-- Opening Marker --

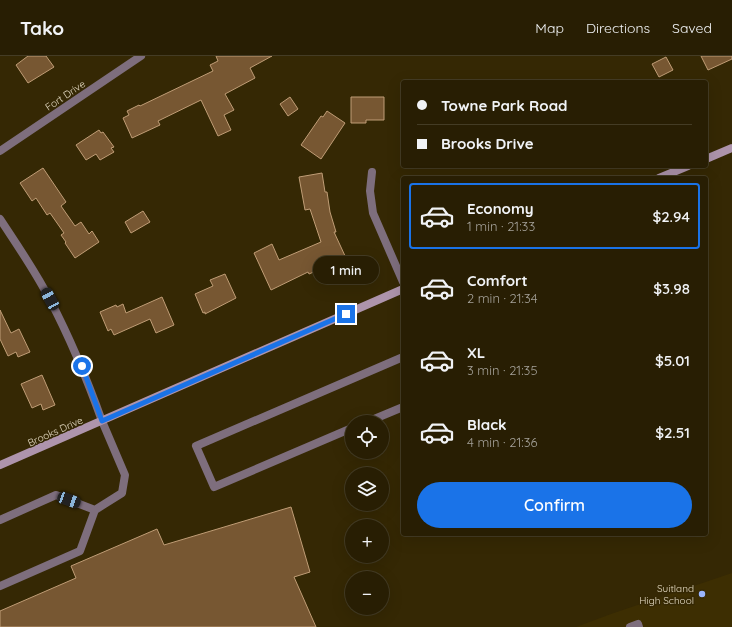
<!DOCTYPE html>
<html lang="en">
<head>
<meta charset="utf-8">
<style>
	:root { --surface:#281e03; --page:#30270d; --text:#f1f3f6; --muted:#a5a29a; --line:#443c25; --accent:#1a73e8 }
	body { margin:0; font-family:Quicksand,sans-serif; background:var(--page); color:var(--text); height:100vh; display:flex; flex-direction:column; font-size:15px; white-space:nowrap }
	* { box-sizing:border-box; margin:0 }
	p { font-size:13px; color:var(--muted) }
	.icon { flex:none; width:22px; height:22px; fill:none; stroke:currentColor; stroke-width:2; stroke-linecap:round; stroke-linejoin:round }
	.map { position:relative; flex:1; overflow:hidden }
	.details { position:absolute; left:401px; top:120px; width:307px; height:360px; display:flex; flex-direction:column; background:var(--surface); border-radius:4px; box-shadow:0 4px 16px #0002,0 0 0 1px var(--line) }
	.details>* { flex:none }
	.top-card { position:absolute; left:401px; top:24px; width:307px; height:88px; border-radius:4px; box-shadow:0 4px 16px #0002,0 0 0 1px var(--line); display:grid; align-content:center; height:88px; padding:0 16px; background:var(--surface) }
	.fabs { position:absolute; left:345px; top:359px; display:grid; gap:8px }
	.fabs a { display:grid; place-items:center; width:44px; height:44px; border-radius:50%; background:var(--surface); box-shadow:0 4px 16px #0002,0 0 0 1px var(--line); font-size:20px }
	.end { position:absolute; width:18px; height:18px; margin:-9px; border:5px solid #1a73e8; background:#fff; box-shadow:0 0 0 2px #fff }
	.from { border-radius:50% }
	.bubble { position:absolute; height:28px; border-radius:14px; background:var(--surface); box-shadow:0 4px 16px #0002,0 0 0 1px var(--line); font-size:13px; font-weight:600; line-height:28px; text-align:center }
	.car { position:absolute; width:12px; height:24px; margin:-12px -6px; border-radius:5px; box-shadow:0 0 3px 1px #0007; background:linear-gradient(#222 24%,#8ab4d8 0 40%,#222 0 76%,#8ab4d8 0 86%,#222 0) }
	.top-card b { display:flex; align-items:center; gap:14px; height:38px; font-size:15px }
	.top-card b+b { border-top:1px solid var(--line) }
	.top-card i { width:10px; height:10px; background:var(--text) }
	ul { padding:7px 0 0; list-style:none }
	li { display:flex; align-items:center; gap:12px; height:66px; margin:0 8px 6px; padding:0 8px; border:2px solid transparent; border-radius:4px }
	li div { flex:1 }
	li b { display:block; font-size:15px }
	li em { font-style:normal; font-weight:600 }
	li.active { border-color:var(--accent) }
	li>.icon { width:36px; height:36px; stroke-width:1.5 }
	.primary-button { display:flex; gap:8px; margin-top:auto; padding:8px 16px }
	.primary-button a { flex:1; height:46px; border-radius:24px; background:var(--accent); color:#fff; font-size:16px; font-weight:600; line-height:46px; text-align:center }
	header { display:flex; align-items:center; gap:24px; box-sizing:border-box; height:56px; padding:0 20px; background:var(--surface); border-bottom:1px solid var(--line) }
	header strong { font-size:19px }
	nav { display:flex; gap:22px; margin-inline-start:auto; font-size:14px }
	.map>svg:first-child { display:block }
	.built { fill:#3d2e02 }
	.building { fill:#775732; stroke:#c09d76 }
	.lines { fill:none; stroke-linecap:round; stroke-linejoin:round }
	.lane { stroke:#7e6e7d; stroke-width:8 }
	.street { stroke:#7e6e7d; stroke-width:8 }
	.secondary { stroke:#ae94ac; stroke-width:8 }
	.route { stroke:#1a73e8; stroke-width:5 }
	.poi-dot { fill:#9ab5fd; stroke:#352804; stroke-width:1.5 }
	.labels { text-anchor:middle; stroke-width:3; stroke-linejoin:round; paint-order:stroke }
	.street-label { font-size:10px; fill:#e2d8c0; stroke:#352804 }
	.poi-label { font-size:10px; fill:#e2d8c0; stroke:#352804; text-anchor:end }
</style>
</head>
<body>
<header>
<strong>Tako</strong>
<nav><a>Map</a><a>Directions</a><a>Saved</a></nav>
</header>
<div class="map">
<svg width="732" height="571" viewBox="0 0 732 571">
	<rect width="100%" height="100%" fill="#352804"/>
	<path class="built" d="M732,517v54h-156l35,-13z"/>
	<path class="building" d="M28,0h18l8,11 -26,16 -12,-18z
		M216,0h56l-22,12 5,10 -30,16 9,16 -10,5 7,15 -13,6 -17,-36 -43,21 2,4 -28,13 -9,-20 6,-3 -2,-4 12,-6 1,1 73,-35 -3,-6 8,-4z
		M701,0h31v3l-24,11z
		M666,1l7,13 -14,7 -7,-13z
		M290,41l8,12 -10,7 -8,-12z
		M351,41h33v23h-18v3h-15z
		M327,55l18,12 -24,36 -20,-14 20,-29 2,1z
		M99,74l2,3 2,-1 11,15 -3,1 3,4 -14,8 -4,-6 -10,6 -10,-15z
		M43,112l23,34 -5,4 14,20 6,-4 8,12 3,-3 7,11 -24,16 -10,-15 1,-1 -5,-7 3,-2 -14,-20 -3,2 -11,-17 -4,3 -12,-18z
		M322,117l3,19h2l3,20 6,20h-2l12,26 -37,16 -1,-2 -37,18 -17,-37 18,-9 7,16 42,-18 -11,-33 -5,1 -6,-33z
		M143,155l7,11 -19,11 -6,-11z
		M225,218l11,24 -31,16v-2l-2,1 -8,-19 18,-8 -3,-6z
		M162,241l12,28 -18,8 -6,-14 -36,16 -3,-6 -3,2 -8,-19 16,-7 1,2 6,-3 3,9z
		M0,254l11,23 8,-4 11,23 -12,5 -2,-5 -8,4 -8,-17z
		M42,319l13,30 -12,5 -2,-6 -9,4 -11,-24z
		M291,451l19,65 -16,5 22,50h-316v-16l76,-33 -5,-12 86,-37 7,16z"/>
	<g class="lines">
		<path class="lane" d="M367,366l36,-15
			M352,372l-138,59 -18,-41 207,-89
			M0,464l56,-25 39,15
			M0,530l80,-35 15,-41 27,-17 3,-18 -23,-54
			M630,571l8,-3 1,3"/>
		<path class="street" d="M0,95l141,-95
			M372,116l-2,19 3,22 30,69
			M0,163c17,26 36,53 50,81 21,40 37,79 52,121"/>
		<path class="secondary" d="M706,103l26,-11
			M659,122l29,-12
			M0,409l403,-176"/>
	</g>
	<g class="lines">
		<path class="route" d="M82,310l20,55 244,-107"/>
	</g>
	<circle class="poi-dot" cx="702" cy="538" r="4"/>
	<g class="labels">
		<g class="street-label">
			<text transform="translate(65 39) rotate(-34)" y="4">Fort Drive</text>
			<text transform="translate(55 375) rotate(-24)" y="4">Brooks Drive</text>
		</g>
		<g class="poi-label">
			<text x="694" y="536">Suitland<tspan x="694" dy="12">High School</tspan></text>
		</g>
	</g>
</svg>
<div class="fabs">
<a><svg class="icon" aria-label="locate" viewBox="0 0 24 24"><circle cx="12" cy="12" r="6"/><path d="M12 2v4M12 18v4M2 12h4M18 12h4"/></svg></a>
<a><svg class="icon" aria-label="layers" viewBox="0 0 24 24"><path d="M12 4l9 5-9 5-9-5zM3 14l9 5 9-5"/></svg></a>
<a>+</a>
<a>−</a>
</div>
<i class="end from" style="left:82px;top:310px"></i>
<i class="end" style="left:346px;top:258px"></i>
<div class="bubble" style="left:313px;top:200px;width:66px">1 min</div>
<i class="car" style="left:50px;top:243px;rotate:331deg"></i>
<i class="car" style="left:69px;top:444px;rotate:110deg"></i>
<div class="top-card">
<b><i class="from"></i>Towne Park Road</b>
<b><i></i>Brooks Drive</b>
</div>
<section class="details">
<ul>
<li class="active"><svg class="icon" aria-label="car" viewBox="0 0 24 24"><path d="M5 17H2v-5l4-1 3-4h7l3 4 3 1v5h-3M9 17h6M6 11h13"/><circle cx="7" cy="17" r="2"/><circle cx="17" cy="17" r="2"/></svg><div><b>Economy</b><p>1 min · 21:33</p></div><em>$2.94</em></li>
<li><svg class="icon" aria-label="car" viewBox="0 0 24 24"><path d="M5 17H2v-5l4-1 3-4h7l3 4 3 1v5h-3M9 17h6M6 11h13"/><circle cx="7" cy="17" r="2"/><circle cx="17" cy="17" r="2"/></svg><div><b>Comfort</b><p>2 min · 21:34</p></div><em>$3.98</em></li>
<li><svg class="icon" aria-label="car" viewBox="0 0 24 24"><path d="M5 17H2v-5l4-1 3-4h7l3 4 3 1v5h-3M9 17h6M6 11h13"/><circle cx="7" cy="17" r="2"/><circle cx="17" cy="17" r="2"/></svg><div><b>XL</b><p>3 min · 21:35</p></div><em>$5.01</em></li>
<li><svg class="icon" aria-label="car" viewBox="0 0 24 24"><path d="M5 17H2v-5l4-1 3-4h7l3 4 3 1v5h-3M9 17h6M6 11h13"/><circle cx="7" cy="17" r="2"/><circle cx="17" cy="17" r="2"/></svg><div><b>Black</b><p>4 min · 21:36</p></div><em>$2.51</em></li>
</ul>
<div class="primary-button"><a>Confirm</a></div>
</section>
</div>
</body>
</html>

-- Closing Marker --

# Problem statement:
Your answer must be a single number: how many lines in this listing hold the string "labels"? Please add nothing else.

# Exercise output:
2